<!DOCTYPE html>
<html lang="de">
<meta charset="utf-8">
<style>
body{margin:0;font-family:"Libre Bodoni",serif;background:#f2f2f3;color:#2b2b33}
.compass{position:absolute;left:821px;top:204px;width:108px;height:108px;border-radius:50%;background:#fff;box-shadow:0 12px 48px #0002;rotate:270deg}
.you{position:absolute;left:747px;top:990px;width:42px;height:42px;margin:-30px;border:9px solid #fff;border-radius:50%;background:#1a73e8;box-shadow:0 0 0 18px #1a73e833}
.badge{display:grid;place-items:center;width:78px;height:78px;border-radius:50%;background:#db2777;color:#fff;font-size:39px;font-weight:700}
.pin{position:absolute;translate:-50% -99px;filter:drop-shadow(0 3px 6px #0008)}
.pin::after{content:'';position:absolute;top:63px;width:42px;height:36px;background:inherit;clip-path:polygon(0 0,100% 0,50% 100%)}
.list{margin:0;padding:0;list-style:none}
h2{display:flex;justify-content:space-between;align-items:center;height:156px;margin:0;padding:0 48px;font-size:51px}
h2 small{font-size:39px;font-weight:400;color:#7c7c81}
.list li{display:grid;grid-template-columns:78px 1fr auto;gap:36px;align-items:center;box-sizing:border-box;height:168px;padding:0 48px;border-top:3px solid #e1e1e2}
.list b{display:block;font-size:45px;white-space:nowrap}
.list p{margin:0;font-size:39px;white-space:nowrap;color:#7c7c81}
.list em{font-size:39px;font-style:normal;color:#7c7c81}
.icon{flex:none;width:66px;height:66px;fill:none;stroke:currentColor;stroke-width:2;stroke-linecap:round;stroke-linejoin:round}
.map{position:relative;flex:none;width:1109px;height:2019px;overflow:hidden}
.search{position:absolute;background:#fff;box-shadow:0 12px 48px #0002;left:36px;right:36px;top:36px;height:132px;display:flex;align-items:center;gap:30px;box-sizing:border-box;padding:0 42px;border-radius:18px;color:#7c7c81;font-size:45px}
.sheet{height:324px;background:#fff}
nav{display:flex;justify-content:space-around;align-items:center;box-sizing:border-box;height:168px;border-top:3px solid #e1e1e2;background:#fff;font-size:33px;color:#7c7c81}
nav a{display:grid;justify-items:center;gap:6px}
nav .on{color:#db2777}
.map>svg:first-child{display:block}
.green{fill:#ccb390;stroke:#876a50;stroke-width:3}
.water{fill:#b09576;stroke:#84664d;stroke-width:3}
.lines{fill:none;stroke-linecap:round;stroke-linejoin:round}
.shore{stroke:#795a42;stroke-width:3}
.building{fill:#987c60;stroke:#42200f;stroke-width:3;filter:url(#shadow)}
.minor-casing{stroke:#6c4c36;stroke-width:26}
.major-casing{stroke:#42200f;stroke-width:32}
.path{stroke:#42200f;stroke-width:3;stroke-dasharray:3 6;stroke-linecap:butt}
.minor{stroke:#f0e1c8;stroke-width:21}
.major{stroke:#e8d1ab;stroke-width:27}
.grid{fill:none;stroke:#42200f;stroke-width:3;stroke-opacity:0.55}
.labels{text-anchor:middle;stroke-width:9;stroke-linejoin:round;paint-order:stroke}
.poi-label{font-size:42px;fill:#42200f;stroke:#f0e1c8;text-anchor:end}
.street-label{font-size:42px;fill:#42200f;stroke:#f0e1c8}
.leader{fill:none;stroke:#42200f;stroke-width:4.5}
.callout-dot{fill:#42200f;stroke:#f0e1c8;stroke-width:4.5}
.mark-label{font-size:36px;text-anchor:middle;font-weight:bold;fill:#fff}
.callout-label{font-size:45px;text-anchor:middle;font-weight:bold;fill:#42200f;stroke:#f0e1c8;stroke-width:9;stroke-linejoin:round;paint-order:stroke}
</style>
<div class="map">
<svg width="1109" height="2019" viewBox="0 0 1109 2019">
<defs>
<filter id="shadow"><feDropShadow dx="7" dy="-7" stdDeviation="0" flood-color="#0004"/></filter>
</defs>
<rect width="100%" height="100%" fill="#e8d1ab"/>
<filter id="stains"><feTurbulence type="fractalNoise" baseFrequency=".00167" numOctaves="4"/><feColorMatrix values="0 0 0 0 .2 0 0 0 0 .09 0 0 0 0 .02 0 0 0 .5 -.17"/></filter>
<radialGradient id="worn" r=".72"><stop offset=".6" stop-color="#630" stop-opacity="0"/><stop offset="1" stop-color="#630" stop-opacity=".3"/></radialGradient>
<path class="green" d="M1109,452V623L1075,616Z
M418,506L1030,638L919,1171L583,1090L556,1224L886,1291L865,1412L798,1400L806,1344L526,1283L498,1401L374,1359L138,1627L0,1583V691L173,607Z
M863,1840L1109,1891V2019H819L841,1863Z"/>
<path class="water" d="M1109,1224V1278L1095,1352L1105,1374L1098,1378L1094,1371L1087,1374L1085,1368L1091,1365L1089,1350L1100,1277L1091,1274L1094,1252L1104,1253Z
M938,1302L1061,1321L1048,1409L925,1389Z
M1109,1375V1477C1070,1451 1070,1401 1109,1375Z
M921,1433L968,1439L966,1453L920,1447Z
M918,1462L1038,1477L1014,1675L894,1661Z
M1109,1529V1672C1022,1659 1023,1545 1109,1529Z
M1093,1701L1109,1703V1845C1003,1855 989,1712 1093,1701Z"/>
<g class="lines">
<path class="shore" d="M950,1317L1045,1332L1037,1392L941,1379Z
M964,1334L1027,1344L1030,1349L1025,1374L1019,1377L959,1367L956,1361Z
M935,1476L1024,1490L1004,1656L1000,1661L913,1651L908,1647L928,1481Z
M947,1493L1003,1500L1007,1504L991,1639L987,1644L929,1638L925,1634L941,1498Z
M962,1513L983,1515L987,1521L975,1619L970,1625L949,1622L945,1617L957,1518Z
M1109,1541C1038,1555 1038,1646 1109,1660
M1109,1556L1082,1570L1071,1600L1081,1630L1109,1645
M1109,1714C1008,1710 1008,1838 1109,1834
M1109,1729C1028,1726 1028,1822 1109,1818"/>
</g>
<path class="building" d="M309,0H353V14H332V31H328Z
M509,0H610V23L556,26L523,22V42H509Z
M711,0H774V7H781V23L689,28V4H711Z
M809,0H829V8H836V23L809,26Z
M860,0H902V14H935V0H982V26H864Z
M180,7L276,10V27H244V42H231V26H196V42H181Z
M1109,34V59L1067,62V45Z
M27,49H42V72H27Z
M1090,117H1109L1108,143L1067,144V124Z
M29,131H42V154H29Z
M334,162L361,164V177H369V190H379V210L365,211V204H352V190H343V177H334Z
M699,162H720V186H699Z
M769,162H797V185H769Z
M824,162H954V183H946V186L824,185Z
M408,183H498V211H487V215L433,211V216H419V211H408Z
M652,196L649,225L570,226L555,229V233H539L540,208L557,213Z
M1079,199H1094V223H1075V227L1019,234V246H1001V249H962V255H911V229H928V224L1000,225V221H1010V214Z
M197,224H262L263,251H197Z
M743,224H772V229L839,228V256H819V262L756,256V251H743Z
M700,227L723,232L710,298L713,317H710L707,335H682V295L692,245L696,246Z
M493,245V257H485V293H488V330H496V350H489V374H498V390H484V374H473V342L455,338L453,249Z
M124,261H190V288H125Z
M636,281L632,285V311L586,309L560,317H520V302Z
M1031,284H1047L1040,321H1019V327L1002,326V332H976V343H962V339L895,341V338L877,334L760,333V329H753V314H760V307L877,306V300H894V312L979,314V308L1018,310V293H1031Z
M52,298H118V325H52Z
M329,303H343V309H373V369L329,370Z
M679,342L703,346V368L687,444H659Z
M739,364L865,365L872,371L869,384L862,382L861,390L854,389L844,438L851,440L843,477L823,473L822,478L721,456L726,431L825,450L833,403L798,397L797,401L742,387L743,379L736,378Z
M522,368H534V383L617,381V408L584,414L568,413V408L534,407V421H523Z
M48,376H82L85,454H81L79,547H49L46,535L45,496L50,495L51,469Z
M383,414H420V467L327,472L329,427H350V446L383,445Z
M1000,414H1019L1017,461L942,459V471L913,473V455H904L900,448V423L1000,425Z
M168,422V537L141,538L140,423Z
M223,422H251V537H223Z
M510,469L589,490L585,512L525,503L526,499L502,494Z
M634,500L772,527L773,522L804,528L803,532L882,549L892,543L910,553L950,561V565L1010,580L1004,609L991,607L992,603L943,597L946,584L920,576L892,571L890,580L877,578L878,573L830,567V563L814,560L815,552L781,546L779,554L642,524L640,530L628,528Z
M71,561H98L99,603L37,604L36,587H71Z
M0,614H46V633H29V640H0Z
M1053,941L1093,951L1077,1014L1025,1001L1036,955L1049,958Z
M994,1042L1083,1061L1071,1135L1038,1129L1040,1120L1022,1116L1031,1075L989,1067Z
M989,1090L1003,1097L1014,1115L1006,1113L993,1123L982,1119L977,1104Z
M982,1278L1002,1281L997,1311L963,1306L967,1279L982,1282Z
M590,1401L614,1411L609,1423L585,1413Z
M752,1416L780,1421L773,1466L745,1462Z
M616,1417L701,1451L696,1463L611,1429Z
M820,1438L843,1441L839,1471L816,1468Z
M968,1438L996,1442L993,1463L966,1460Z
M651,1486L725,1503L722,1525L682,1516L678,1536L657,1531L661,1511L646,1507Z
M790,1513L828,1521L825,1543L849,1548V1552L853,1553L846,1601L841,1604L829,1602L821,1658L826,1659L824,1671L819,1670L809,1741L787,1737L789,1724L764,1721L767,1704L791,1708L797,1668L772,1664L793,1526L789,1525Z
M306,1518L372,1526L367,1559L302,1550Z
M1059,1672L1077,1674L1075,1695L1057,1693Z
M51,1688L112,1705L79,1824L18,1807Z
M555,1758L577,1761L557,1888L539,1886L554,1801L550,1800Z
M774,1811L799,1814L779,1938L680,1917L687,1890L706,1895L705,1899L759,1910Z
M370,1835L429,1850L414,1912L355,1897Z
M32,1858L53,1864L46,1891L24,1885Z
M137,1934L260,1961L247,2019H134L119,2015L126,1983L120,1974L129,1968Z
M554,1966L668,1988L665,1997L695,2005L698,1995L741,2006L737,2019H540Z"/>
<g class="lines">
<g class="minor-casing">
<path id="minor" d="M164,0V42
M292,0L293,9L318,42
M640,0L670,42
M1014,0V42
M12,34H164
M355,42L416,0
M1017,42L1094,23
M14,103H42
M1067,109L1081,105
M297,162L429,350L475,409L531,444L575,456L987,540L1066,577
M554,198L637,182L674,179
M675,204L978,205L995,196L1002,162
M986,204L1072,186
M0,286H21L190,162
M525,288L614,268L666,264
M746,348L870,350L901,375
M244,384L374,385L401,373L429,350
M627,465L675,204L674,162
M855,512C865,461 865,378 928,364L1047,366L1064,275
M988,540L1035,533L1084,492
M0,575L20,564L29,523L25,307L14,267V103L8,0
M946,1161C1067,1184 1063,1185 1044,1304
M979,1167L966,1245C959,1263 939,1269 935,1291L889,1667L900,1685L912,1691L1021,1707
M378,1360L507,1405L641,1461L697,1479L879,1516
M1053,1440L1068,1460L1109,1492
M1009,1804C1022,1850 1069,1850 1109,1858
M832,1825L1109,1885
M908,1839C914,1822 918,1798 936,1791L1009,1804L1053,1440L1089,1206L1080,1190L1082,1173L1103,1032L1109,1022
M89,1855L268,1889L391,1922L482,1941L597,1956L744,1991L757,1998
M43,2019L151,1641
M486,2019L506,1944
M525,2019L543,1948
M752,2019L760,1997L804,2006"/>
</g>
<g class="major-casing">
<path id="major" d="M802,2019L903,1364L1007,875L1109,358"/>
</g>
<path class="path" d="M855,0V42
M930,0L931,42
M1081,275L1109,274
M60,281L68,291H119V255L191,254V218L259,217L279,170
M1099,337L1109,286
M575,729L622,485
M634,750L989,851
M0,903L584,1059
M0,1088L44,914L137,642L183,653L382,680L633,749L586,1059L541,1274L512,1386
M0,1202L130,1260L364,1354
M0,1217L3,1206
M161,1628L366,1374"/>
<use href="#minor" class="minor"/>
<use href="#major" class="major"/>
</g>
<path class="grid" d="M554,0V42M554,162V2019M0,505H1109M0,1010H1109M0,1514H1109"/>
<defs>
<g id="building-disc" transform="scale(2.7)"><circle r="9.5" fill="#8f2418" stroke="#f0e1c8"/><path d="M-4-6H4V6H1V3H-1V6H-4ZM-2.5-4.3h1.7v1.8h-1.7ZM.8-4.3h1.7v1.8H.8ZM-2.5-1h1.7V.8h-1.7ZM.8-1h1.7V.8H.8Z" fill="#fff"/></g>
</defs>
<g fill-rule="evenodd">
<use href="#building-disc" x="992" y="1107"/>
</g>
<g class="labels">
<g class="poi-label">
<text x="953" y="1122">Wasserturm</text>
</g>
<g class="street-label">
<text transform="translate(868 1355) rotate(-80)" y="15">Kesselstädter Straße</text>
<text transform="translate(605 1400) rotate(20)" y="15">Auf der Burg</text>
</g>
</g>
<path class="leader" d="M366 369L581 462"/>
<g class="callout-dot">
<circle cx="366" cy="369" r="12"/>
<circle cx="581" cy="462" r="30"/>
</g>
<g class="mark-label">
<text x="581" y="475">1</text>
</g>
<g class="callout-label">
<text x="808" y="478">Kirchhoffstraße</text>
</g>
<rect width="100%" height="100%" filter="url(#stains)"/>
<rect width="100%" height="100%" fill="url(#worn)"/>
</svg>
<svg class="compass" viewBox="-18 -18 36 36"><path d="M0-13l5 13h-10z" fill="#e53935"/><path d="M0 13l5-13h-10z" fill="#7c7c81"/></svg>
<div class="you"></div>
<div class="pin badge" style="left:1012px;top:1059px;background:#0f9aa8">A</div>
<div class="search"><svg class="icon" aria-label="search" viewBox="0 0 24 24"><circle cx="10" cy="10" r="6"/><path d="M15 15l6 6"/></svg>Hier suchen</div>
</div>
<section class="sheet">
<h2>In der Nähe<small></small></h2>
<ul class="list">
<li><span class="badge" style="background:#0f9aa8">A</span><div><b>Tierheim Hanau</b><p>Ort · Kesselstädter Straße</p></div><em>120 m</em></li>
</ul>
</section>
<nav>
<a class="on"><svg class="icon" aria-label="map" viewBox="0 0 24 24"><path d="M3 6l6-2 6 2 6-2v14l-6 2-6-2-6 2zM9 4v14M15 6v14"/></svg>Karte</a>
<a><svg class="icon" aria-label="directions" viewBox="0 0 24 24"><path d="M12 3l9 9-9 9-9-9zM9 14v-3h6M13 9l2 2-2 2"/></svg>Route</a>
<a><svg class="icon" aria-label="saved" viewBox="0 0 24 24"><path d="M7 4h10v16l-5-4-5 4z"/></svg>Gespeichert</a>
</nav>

********

Where a line of the records contains the word "list", copy that line.

▶ Solved problem:
.list{margin:0;padding:0;list-style:none}
.list li{display:grid;grid-template-columns:78px 1fr auto;gap:36px;align-items:center;box-sizing:border-box;height:168px;padding:0 48px;border-top:3px solid #e1e1e2}
.list b{display:block;font-size:45px;white-space:nowrap}
.list p{margin:0;font-size:39px;white-space:nowrap;color:#7c7c81}
.list em{font-size:39px;font-style:normal;color:#7c7c81}
<ul class="list">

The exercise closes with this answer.